Holiday News
Most holiday shopping is online this year for good reason. Ghostwolf Gallery is allowed to be open at 25% capacity (about 5 people)—but Amy, leader of the pack, has wisely left it up to each artist’s discretion.
I have decided to be at Ghostwolf Gallery at 2043 South Plaza St NW on the next two Sundays, December 13 and 20, between Noon and 4pm for last minute holiday shopping. If you are out and about, come say hello and wear your mask! We’ve got plenty of gift items from $5 on up.
12×12 Fundraising Exhibition
at Harwood Art Center
The Store is Open!
Click HERE to shop online and support the Harwood Art Center!
Left: 2020 Donation to Harwood’s 12×12 fundraiser:
Hexagram 50: The Cauldron
Ghostwolf Gallery News
Thanks for voting for us for the top 5 “Best of City” galleries in Albuquerque, The Magazine! We appreciate your continued support throughout this difficult year.
Ghostwolf Gallery is moving to the Patio Market by the beginning of 2021! Amy Ditto, her husband Stef, and many of the artists have been renovating our new space. Special thanks to all, especially since I have been sidelined due to a systemic reaction from the October fires, which is just beginning to calm down—as a result my doc has recommended that I stay away from dust and fumes. We are looking forward to being in the mainstream of Old Town traffic. More details to come.

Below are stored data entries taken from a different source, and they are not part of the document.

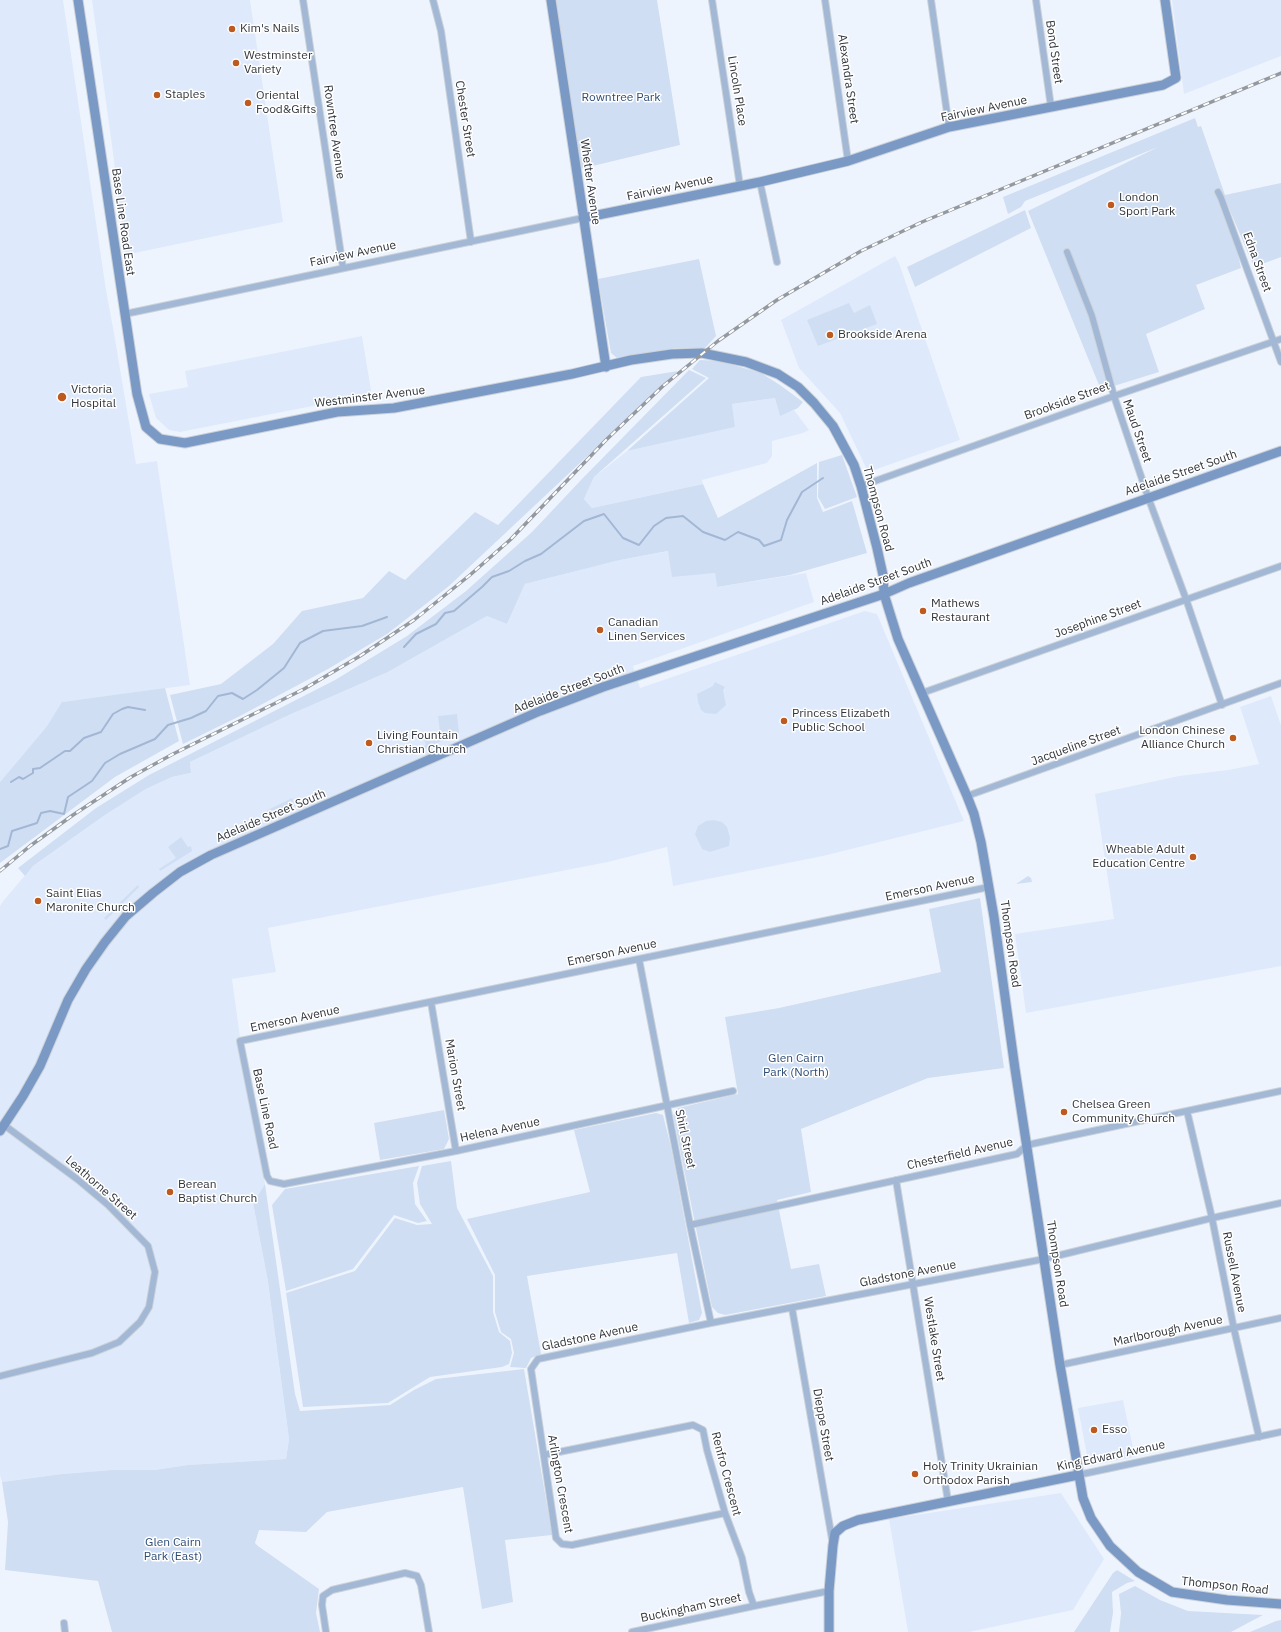 <!DOCTYPE html>
<style>
body{margin:0}
canvas{display:block;background:#eef4fd}
</style>
<canvas width="1281" height="1632"></canvas>
<script>
const context = document.querySelector('canvas').getContext('2d');
context.lineJoin = 'round';
function paint(path, color) { context.fillStyle = color; context.fill(path, 'evenodd'); }
const toPath = rows => new Path2D(rows.map(r => 'M' + r).join(''));
function strokePath(path, color, width, dash) { context.strokeStyle = color; context.lineWidth = width; context.lineCap = dash ? 'butt' : 'round'; context.setLineDash(dash || []); context.stroke(path); }
function drawText(font, color, halo, rows, align = 'center') {
  context.font = font + ' "IBM Plex Sans",sans-serif'; context.lineWidth = 3; context.setLineDash([]); context.textBaseline = 'middle'; context.strokeStyle = halo; context.fillStyle = color; for (const [text, x, y, turn = 0] of rows) {
    context.save(); context.translate(x, y); context.rotate((+turn || 0) * Math.PI / 180); context.textAlign = isNaN(turn) ? turn : align; if (halo) context.strokeText(text, 0, 0); context.fillText(text, 0, 0); context.restore();
  }
}
const built = toPath([
 [0,0,63,0,106,290,114,333,136,464,157,461,190,685,63,702,47,726,0,782],
 [92,0,250,0,283,222,125,255,113,153],
 [1172,0,1281,0,1281,56,1184,94],
 [895,256,899,263,960,440,868,472,840,413,799,368,781,320],
 [362,336,373,402,333,402,180,432,169,430,156,418,149,394,188,387,185,371],
 [775,398,780,415,794,410,809,430,803,433,772,441,772,456,767,463,702,480,703,484,592,508,584,499,594,477,627,451,734,427,732,404],
 [669,551,715,573,717,587,806,573,814,602,633,666,640,688,865,611,877,614,964,821,823,856,673,886,667,847,608,862,268,928,276,972,232,979,240,1037,265,1184,253,1203,268,1282,289,1439,286,1459,188,1465,154,1470,112,1470,62,1474,2,1482,0,1475,0,906,4,900,33,866,105,815,146,789,172,777,191,773,190,762,289,715,388,672,487,616,507,624,525,584,620,560],
 [1271,696,1281,725,1281,966,1026,1013,1015,934,1114,919,1095,794,1179,776,1228,770,1259,764,1240,707],
 [1123,1400,1135,1457,1089,1466,1078,1408],
 [1061,1493,1104,1559,1073,1610,969,1632,908,1632,889,1519]
]);
const green = toPath([
 [556,0,657,0,680,145,580,169],
 [1195,118,1198,127,1201,126,1225,195,1281,183,1281,257,1254,267,1225,199,1241,268,1196,285,1205,309,1146,334,1159,372,1101,390,1028,211,1158,147,1025,201,1021,207,1008,214,1003,197],
 [1025,210,1031,228,915,287,907,267],
 [699,259,716,336,705,348,675,348,617,358,611,353,598,279],
 [849,303,854,313,870,305,877,324,818,346,807,320],
 [700,360,720,361,761,373,780,385,803,402,798,408,780,416,775,398,732,404,735,427,627,451,709,378,692,369],
 [689,370,706,378,594,477,584,499,592,508,703,484,718,518,817,463,817,498,823,512,852,501,867,553,790,575,717,587,715,573,672,577,668,551,620,560,525,584,507,624,487,616,388,672,289,715,190,762,191,773,172,777,146,789,105,815,33,866,25,876,18,868,96,808,149,775,335,680,407,636,466,591,532,532,581,480],
 [678,371,449,586,387,634,328,669,240,716,183,744,170,695,221,684,273,644,302,611,363,598,389,571,405,580,475,512,498,525,641,377],
 [842,455,857,497,825,509,818,497,819,462],
 [715,682,725,687,723,690,726,705,716,714,705,713,701,710,698,702,697,694,713,686],
 [165,688,179,741,115,777,0,863,0,782,47,726,62,702],
 [457,714,459,733,411,755,409,752,426,745,423,736,440,732,438,716],
 [292,798,295,806,265,819,262,813],
 [714,820,722,822,727,827,730,838,729,846,710,852,702,849,695,834,698,826,706,821],
 [181,837,188,847,191,846,192,851,160,871,159,869,176,858,168,847],
 [1028,876,1031,878,1032,882,1016,884],
 [138,885,139,887,106,920,104,918],
 [980,898,1004,1068,928,1078,801,1129,811,1192,777,1200,791,1269,819,1264,826,1296,725,1315,718,1313,712,1307,673,1115,678,1108,738,1094,725,1017,779,1008,941,972,929,909],
 [444,1110,449,1139,444,1149,380,1160,374,1123],
 [656,1113,663,1115,671,1147,702,1313,699,1320,689,1323,677,1253,527,1276,541,1354,531,1358,526,1368,510,1367,514,1353,511,1339,501,1332,495,1312,495,1275,467,1219,590,1192,574,1130],
 [451,1161,457,1208,493,1276,493,1312,499,1332,510,1341,512,1353,509,1364,502,1367,430,1377,388,1403,303,1407,286,1293,355,1271,395,1218,417,1225,432,1224,420,1204,417,1183,422,1166],
 [419,1166,413,1183,415,1204,427,1221,418,1223,394,1215,353,1269,286,1291,272,1205,285,1189],
 [265,1184,295,1394,300,1411,390,1405,414,1390,436,1379,524,1369,552,1535,505,1540,513,1602,482,1609,463,1487,327,1512,306,1532,259,1530,255,1543,258,1546,319,1589,316,1613,320,1632,112,1632,98,1581,5,1570,8,1522,2,1482,62,1474,112,1470,154,1470,188,1465,286,1459,289,1439,268,1282,253,1203],
 [1117,1570,1135,1581,1127,1583,1112,1592,1113,1613,1110,1632,1074,1632,1113,1573],
 [1135,1586,1160,1600,1188,1611,1263,1615,1231,1632,1119,1632,1121,1613,1119,1594],
 [1281,1620,1281,1632,1250,1632,1276,1621]
]);
const stream = toPath([
 [404,647,416,634,436,624,445,613,454,611,482,587,492,577,509,571,525,561,541,554,584,521,604,514,623,538,639,545,654,526,666,518,683,516,703,532,725,540,738,532,759,540,764,546,781,540,787,520,802,492,823,478],
 [11,782,19,777,23,779,33,773,33,769,40,768,65,751,70,751,84,738,101,732,113,714,122,709,128,707,145,710],
 [0,849,8,846,12,831,37,823,41,813,50,811,64,814,68,797,92,781,105,763,120,754,155,739,168,725,191,718,206,711,218,696,232,693,243,699,257,690,284,668,300,643,323,631,362,626,387,617]
]);
const street = toPath([
 [303,0,343,268],
 [433,0,441,31,471,242],
 [712,0,740,186],
 [825,0,848,161],
 [931,0,949,127],
 [1036,0,1051,107],
 [760,182,777,262],
 [1218,192,1221,198,1281,362],
 [1067,252,1092,316,1114,396,1148,497,1186,599,1222,705],
 [125,314,583,218],
 [861,486,1114,396,1281,339],
 [922,693,1281,566],
 [967,796,1281,683],
 [639,959,690,1225,711,1323],
 [431,1002,456,1151],
 [733,1091,456,1151,284,1184,270,1181,267,1176,240,1041,989,887],
 [1187,1111,1212,1218,1234,1329,1259,1437],
 [896,1180,948,1501],
 [690,1225,1017,1154,1027,1145,1281,1091],
 [792,1308,832,1539],
 [1060,1365,1281,1318],
 [0,1376,92,1353,119,1342,140,1322,149,1307,155,1272,148,1246,108,1205,77,1179,4,1125],
 [544,1455,693,1425,703,1430,707,1450,725,1513,742,1558,749,1592,754,1606,829,1591],
 [1078,1475,1281,1432],
 [725,1513,572,1545,562,1544,556,1538,531,1369,538,1359,711,1323,1044,1259,1212,1218,1281,1203],
 [64,1623,65,1632],
 [326,1632,322,1605,323,1596,332,1590,405,1573,417,1576,421,1585,429,1632],
 [632,1632,754,1606]
]);
const secondary = toPath([
 [78,0,137,394,146,427,160,439,185,443,337,412,394,408,572,374,631,360,672,354,702,353,746,362,778,374,798,387,814,403,833,426,854,465,861,486,877,548,883,575,884,594,898,639,967,796,974,814,981,842,994,917,1015,1069,1060,1365,1083,1498,1091,1518,1110,1546,1138,1572,1172,1592,1227,1600,1281,1604],
 [551,0,606,367],
 [583,218,760,182,848,161,949,127,1163,85,1176,78,1165,0],
 [0,1131,23,1096,40,1066,68,1000,86,969,105,942,126,916,153,893,180,872,211,855,540,711,603,687,884,594,909,583,1281,451],
 [829,1632,829,1591,833,1545,835,1533,843,1526,858,1520,1078,1475]
]);
const rail = toPath([
 [0,871,30,846,73,815,131,777,173,754,304,689,360,656,414,620,470,575,510,540,606,440,663,386,718,341,777,300,861,251,922,222,1281,73]
]);
const markers = [
 [232,29,4,"#bc5a1f"],
 [236,63,4,"#bc5a1f"],
 [157,95,4,"#bc5a1f"],
 [248,103,4,"#bc5a1f"],
 [1111,205,4,"#bc5a1f"],
 [830,335,4,"#bc5a1f"],
 [62,397,5,"#bc5a1f"],
 [923,611,4,"#bc5a1f"],
 [600,630,4,"#bc5a1f"],
 [784,721,4,"#bc5a1f"],
 [1233,738,4,"#bc5a1f"],
 [369,743,4,"#bc5a1f"],
 [1193,857,4,"#bc5a1f"],
 [38,901,4,"#bc5a1f"],
 [1064,1112,4,"#bc5a1f"],
 [170,1192,4,"#bc5a1f"],
 [1094,1430,4,"#bc5a1f"],
 [915,1474,4,"#bc5a1f"]
];
const poiNames = [
 ["Kim's Nails",240,29],
 ["Westminster",244,56],
 ["Variety",244,70],
 ["Staples",165,95],
 ["Oriental",256,96],
 ["Food&Gifts",256,110],
 ["London",1119,198],
 ["Sport Park",1119,212],
 ["Brookside Arena",838,335],
 ["Victoria",71,390],
 ["Hospital",71,404],
 ["Mathews",931,604],
 ["Restaurant",931,618],
 ["Canadian",608,623],
 ["Linen Services",608,637],
 ["Princess Elizabeth",792,714],
 ["Public School",792,728],
 ["London Chinese",1225,731,"right"],
 ["Alliance Church",1225,745,"right"],
 ["Living Fountain",377,736],
 ["Christian Church",377,750],
 ["Wheable Adult",1185,850,"right"],
 ["Education Centre",1185,864,"right"],
 ["Saint Elias",46,894],
 ["Maronite Church",46,908],
 ["Chelsea Green",1072,1105],
 ["Community Church",1072,1119],
 ["Berean",178,1185],
 ["Baptist Church",178,1199],
 ["Esso",1102,1430],
 ["Holy Trinity Ukrainian",923,1467],
 ["Orthodox Parish",923,1481]
];
const streetNames = [
 ["Bond Street",1054,52,82],
 ["Alexandra Street",848,79,82],
 ["Lincoln Place",737,91,81],
 ["Fairview Avenue",984,109,-12],
 ["Chester Street",465,119,81],
 ["Rowntree Avenue",334,132,82],
 ["Whetter Avenue",590,182,82],
 ["Fairview Avenue",670,188,-12],
 ["Base Line Road East",123,222,82],
 ["Fairview Avenue",353,254,-12],
 ["Edna Street",1257,262,70],
 ["Westminster Avenue",370,397,-7],
 ["Brookside Street",1067,401,-20],
 ["Maud Street",1137,431,71],
 ["Adelaide Street South",1181,473,-19],
 ["Thompson Road",878,509,75],
 ["Adelaide Street South",876,582,-20],
 ["Josephine Street",1098,619,-20],
 ["Adelaide Street South",569,689,-21],
 ["Jacqueline Street",1076,746,-20],
 ["Adelaide Street South",271,816,-23],
 ["Emerson Avenue",930,888,-12],
 ["Thompson Road",1010,944,82],
 ["Emerson Avenue",612,953,-12],
 ["Emerson Avenue",295,1019,-12],
 ["Marion Street",455,1075,80],
 ["Base Line Road",265,1109,78],
 ["Helena Avenue",500,1130,-12],
 ["Shirl Street",685,1139,78],
 ["Chesterfield Avenue",960,1154,-13],
 ["Leathorne Street",101,1188,41],
 ["Thompson Road",1057,1264,81],
 ["Russell Avenue",1234,1272,79],
 ["Gladstone Avenue",908,1274,-11],
 ["Marlborough Avenue",1168,1331,-12],
 ["Gladstone Avenue",590,1337,-12],
 ["Westlake Street",934,1339,81],
 ["Dieppe Street",823,1425,80],
 ["King Edward Avenue",1111,1456,-12],
 ["Renfro Crescent",726,1474,75],
 ["Arlington Crescent",560,1484,80],
 ["Thompson Road",1225,1586,6],
 ["Buckingham Street",691,1608,-12]
];
const parkNames = [
 ["Rowntree Park",621,98],
 ["Glen Cairn",796,1059],
 ["Park (North)",796,1073],
 ["Glen Cairn",173,1543],
 ["Park (East)",173,1557]
];
paint(built, '#deeafb');
paint(green, '#d0def3');
strokePath(stream, '#a2b7d4', 2);
strokePath(street, '#ccd2da', 8);
strokePath(secondary, '#ccd2da', 11);
strokePath(street, '#a2b8d5', 6);
strokePath(secondary, '#7b99c5', 9);
strokePath(rail, '#9499a0', 3.5);
strokePath(rail, '#fff', 2, [6]);
for (const [x, y, r, color] of markers) { const dot = new Path2D(); dot.arc(x, y, r, 0, 2 * Math.PI); context.fillStyle = color; context.fill(dot); strokePath(dot, '#fff', 1.5); }
drawText('12px', '#31353b', '#fff', poiNames, 'left');
drawText('12px', '#31353b', '#fff', streetNames);
drawText('12px', '#2e4c75', '#fff', parkNames);
</script>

Postcards to America Series continues
Nashville TN: Black and Proud
Mixed media on paper
26 x 40 inches
© Denise Weaver Ross, 2020
This idea for this “postcard’ were sparked by Shawn Whitelow, an African American man from Tennessee, who had been following this series on Instagram. He contacted me and sent me a red-lined map of Nashville and he is the man in the military uniform in the center. Although you can no longer make out the details from the map, it forms the underlying texture and you the Cumberland River winding through Nashville.
When I thought of Nashville, I thought about music and how the roots of American music (Americana, Country, Rock and Roll, Jazz, Blues, Soul, you name it) was influenced by the music enslaved people brought with them from Africa. So I wanted to celebrate the African Americans who spent at least some of their musical life in Nashville including Ray Charles, Little Richard and Jimi Hendrix. In 1962, Hendrix, along with his army friend Billy Cox, formed the band, The King Kasuals, which was the house band at the Club Del Morocco on Nashville’s Jefferson Street.
I also included the Jubilee Singers, students from Fisk University, who date back to 1871 and were instrumental in preserving the American musical tradition known today as the Negro spirituals. In the late 19th century, they broke racial barriers in the US and abroad and entertained Kings and Queens in Europe and Fish students have continued the tradition to the present day.
Surrounding them all are the flames of slavery, civil war and racism out of which much of our American music has risen and still arises.